** Exercise data follows **
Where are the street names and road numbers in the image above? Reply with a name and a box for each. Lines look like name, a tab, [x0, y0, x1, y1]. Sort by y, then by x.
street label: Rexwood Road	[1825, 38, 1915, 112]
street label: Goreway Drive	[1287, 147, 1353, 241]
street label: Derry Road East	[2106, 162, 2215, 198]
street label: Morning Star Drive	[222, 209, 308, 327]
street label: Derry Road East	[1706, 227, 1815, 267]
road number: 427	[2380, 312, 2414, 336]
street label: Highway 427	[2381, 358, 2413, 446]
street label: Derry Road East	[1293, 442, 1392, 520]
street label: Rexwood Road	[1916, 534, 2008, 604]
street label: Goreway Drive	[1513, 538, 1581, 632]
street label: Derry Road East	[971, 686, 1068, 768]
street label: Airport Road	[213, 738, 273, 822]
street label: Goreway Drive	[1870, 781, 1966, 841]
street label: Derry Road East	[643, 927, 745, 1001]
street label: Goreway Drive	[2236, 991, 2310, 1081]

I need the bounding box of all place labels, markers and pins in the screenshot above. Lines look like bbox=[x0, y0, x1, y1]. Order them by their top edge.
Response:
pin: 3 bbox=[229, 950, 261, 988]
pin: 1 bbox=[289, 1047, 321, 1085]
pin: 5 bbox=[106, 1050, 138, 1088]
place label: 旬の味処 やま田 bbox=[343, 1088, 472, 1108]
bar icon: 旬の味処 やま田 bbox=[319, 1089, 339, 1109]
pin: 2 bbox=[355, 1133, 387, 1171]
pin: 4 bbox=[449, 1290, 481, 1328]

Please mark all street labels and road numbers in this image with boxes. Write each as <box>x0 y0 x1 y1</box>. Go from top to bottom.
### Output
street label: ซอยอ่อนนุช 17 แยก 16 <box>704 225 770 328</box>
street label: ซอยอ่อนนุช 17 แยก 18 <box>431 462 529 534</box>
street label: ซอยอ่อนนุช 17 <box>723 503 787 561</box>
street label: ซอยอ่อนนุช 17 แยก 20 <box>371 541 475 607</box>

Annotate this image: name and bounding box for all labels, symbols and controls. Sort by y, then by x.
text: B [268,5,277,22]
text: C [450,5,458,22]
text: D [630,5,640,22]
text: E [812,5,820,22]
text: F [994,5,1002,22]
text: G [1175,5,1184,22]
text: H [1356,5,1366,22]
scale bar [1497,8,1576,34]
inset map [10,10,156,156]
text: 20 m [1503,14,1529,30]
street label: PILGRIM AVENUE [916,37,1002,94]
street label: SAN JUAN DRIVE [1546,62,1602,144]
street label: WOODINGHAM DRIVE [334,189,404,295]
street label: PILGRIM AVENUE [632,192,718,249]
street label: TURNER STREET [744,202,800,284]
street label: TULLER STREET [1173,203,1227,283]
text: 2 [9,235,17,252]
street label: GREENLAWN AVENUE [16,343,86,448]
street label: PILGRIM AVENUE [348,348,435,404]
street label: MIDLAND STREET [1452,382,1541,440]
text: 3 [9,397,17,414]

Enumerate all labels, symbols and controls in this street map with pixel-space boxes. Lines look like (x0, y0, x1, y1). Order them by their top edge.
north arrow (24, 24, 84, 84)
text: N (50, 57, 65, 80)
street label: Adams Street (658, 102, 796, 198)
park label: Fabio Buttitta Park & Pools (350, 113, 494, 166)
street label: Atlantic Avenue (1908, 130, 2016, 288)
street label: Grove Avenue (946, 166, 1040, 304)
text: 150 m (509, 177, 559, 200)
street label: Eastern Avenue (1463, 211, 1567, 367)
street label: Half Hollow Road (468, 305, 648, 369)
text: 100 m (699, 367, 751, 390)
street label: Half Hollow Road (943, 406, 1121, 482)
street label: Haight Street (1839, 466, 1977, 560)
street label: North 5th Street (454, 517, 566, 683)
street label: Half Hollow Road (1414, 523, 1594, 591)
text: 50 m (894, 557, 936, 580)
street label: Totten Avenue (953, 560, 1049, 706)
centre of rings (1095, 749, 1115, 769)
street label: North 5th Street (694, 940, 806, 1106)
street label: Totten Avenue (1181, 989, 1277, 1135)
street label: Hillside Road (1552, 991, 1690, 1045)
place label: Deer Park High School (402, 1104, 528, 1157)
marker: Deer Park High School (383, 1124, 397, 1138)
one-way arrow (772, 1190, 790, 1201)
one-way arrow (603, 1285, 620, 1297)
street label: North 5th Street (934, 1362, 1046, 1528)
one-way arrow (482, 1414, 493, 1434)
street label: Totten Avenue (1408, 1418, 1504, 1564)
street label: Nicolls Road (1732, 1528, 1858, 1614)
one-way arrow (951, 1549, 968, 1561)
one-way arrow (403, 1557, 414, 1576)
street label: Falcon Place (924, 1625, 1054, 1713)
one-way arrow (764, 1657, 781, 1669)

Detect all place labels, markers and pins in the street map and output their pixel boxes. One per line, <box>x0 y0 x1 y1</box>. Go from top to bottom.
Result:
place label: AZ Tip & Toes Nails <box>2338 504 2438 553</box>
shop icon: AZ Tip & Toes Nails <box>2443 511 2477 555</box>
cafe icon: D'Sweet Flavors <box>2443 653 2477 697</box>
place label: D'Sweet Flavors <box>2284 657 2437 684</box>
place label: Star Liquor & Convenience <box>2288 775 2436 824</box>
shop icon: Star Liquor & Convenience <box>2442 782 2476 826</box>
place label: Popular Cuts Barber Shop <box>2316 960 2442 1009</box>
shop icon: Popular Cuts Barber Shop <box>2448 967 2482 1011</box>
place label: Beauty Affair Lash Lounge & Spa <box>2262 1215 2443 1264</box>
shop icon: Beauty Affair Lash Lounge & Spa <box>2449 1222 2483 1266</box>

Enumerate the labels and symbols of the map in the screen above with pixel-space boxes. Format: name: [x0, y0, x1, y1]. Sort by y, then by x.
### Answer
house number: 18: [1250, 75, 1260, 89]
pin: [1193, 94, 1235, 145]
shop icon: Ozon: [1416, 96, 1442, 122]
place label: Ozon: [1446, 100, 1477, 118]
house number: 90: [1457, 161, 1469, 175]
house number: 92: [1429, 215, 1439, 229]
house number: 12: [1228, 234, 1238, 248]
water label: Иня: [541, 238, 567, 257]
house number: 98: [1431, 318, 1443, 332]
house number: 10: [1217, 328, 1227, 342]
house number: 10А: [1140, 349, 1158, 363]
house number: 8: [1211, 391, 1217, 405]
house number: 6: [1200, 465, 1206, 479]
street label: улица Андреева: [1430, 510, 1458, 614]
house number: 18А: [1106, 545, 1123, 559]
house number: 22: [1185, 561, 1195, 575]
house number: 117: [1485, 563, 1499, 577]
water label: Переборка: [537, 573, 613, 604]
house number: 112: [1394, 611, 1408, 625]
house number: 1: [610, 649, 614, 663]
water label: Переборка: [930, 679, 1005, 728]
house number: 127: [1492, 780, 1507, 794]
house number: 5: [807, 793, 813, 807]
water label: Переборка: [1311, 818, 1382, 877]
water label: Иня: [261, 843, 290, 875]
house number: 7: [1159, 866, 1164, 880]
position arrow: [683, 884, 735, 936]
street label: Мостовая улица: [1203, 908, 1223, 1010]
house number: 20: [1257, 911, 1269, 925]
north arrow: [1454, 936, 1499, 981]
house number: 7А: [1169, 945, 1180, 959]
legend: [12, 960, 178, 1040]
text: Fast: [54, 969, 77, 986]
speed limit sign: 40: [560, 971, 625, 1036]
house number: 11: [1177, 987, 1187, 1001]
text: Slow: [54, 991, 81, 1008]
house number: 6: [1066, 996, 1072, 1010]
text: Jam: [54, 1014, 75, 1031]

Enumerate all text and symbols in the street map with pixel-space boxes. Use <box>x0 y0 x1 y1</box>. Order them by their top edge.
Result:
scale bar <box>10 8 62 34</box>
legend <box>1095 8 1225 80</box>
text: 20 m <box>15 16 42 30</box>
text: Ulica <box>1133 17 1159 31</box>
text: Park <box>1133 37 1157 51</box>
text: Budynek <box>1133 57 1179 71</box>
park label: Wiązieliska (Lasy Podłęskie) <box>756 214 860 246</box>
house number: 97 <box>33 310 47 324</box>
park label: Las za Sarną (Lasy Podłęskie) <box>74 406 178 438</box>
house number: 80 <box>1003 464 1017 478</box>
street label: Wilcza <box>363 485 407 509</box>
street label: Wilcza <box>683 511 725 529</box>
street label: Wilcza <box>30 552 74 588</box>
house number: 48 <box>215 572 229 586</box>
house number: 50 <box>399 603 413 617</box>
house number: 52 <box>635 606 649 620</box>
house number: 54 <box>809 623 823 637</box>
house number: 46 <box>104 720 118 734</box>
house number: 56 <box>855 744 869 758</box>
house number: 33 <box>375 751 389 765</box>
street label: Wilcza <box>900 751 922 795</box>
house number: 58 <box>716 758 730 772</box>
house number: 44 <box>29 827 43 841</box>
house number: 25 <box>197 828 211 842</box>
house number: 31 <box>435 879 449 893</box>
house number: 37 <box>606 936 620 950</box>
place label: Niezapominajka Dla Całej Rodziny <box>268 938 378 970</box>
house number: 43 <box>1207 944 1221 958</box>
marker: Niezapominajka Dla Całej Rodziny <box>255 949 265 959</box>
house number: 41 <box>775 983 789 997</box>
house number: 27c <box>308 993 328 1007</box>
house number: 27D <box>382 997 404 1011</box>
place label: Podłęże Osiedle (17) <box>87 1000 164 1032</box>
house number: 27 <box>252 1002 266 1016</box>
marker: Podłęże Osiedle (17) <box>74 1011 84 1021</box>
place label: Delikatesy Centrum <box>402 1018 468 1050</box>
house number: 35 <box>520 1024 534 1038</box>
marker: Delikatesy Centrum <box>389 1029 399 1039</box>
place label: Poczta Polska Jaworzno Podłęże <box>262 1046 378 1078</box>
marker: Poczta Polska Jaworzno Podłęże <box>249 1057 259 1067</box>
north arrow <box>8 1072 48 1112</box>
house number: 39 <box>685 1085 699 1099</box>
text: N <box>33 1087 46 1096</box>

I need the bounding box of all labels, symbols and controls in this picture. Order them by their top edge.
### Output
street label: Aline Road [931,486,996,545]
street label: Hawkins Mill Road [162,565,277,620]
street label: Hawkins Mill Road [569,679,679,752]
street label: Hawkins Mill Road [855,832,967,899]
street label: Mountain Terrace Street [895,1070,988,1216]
** End of Exercise data **
_Exercise directions_
Go through the records above. Copy each line in which the string "need" appears.

_Response_
I need the bounding box of all place labels, markers and pins in the screenshot above. Lines look like bbox=[x0, y0, x1, y1]. Order them by their top edge.
I need the bounding box of all labels, symbols and controls in this picture. Order them by their top edge.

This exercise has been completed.